Sometimes brands resort to A/B testing (with just two options) because they don’t have time to come up with “a multitude of different pieces of copy” and image options, said Kevin Wang, chief product officer of customer engagement platform Braze.
Generative AI is helpful because it speeds up the composition process so brands can explore a variety of ideas – though Braze usually recommends 10-15 variants, Wang said. Marketers can still review the creative before it goes out.
Where DCO is going
To remain viable, DCO will have to contend with signal loss. As third-party cookies deprecate in Chrome and other signals, such as IP addresses and mobile device IDs, falter, brands will have a harder time identifying and segmenting audiences and measuring results, Graham said.
To serve DCO ads effectively in the future, vendors will need to have connections to both the buy side and the sell side, Graham said. That way, they can benefit from the closed-circuit measurement loops that enable DCO.

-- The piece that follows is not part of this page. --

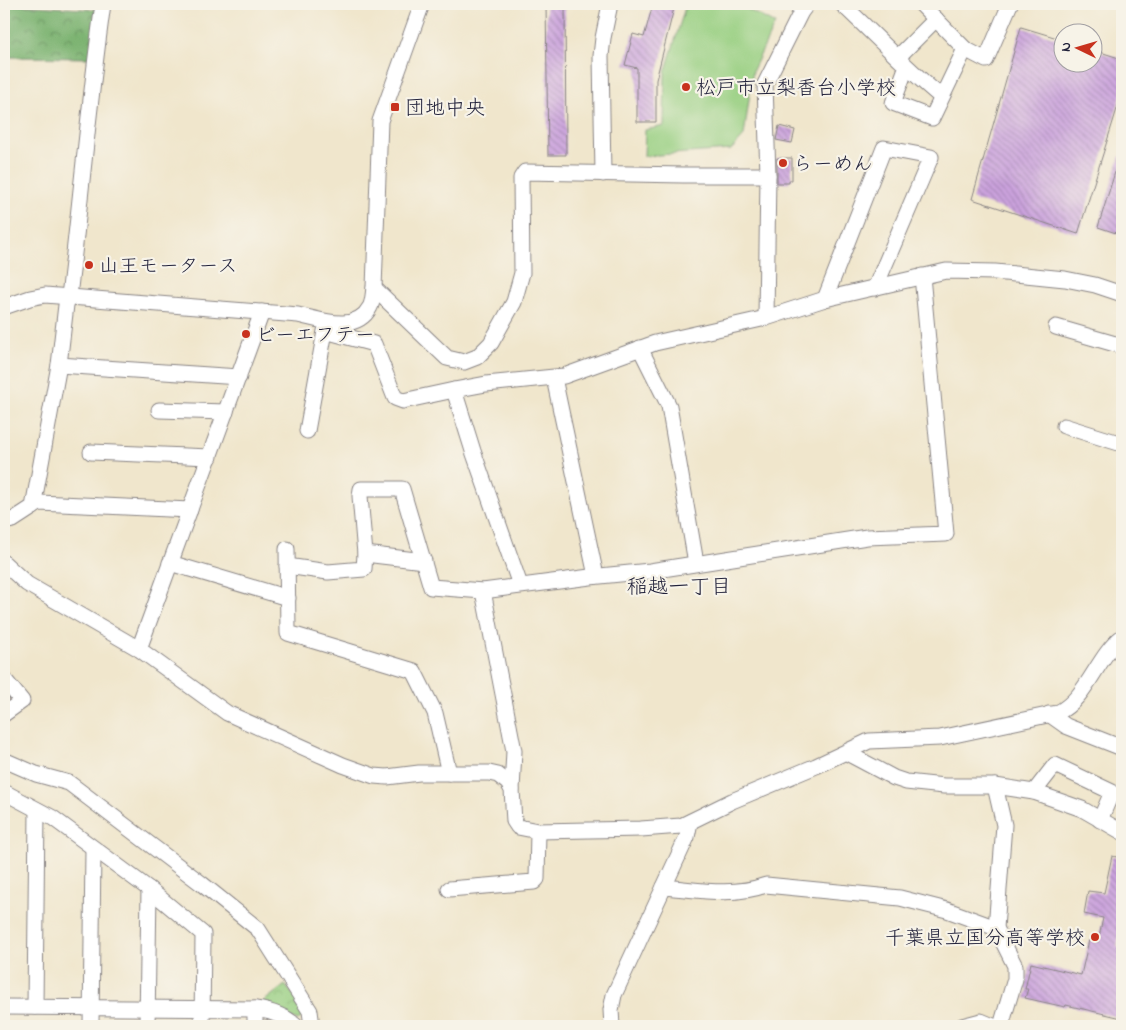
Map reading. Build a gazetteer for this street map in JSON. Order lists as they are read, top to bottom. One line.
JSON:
{"districts":["稲越一丁目"],"places":{"other":["松戸市立梨香台小学校","らーめん","山王モータース","ビーエフテー","千葉県立国分高等学校"],"transit":["団地中央"]},"north":"left"}
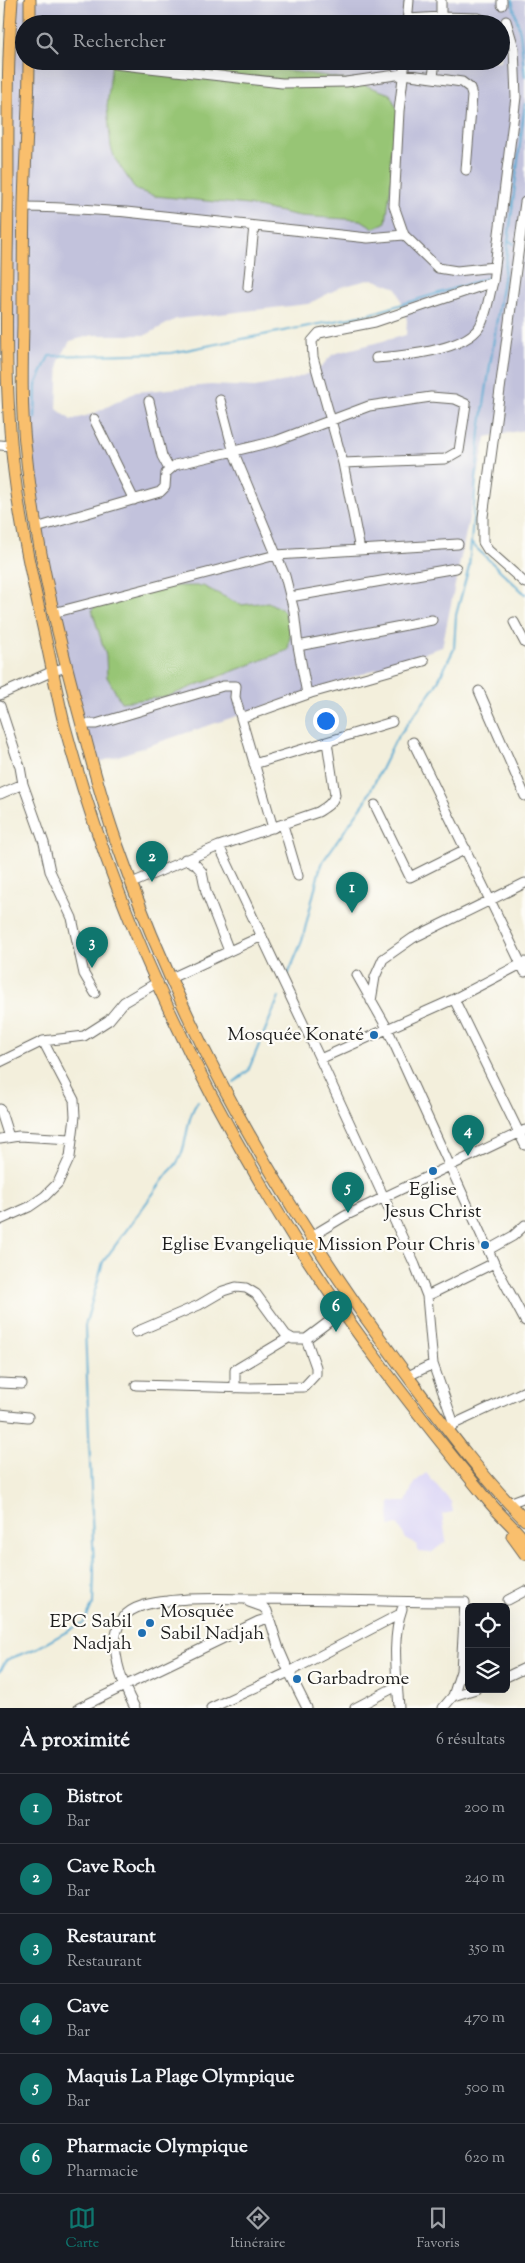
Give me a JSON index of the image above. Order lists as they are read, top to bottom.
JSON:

Marketers who want to use DCO will benefit from using companies that have more parts of an ad tech stack. Marketing automation platforms like Mediaocean’s Flashtalking and Adform, which have an ad server and a persistent ID across devices, will still see the effects of third-party cookie deprecation, Graham said. But they can see where an ad has been served, which users it’s been served to, which creatives to send to those users and which ads have been delivered. And the best-positioned companies of all to serve DCO ads after signal loss may be walled gardens like Google, Meta and Amazon because of their vast data holdings.
It doesn’t hurt to look at different DCO platforms to see if they can deliver across the open web, Graham said, such as display, apps and mobile browsers. “It’s worth understanding the limitations that these companies have,” he said, sussing out how transparent they are about measurement as well as their plans for the next year.
“As a brand or advertiser, if you are delving into DCO, you need to ask yourself: Is it for the insights or the short-term performance?” Graham said. If it’s both, advertisers should develop a strategy that combines human decision-making with machine-led optimization. But they should have a deep awareness of the processes to know the answer to this question: “Where does human begin, and where does machine learning take over?”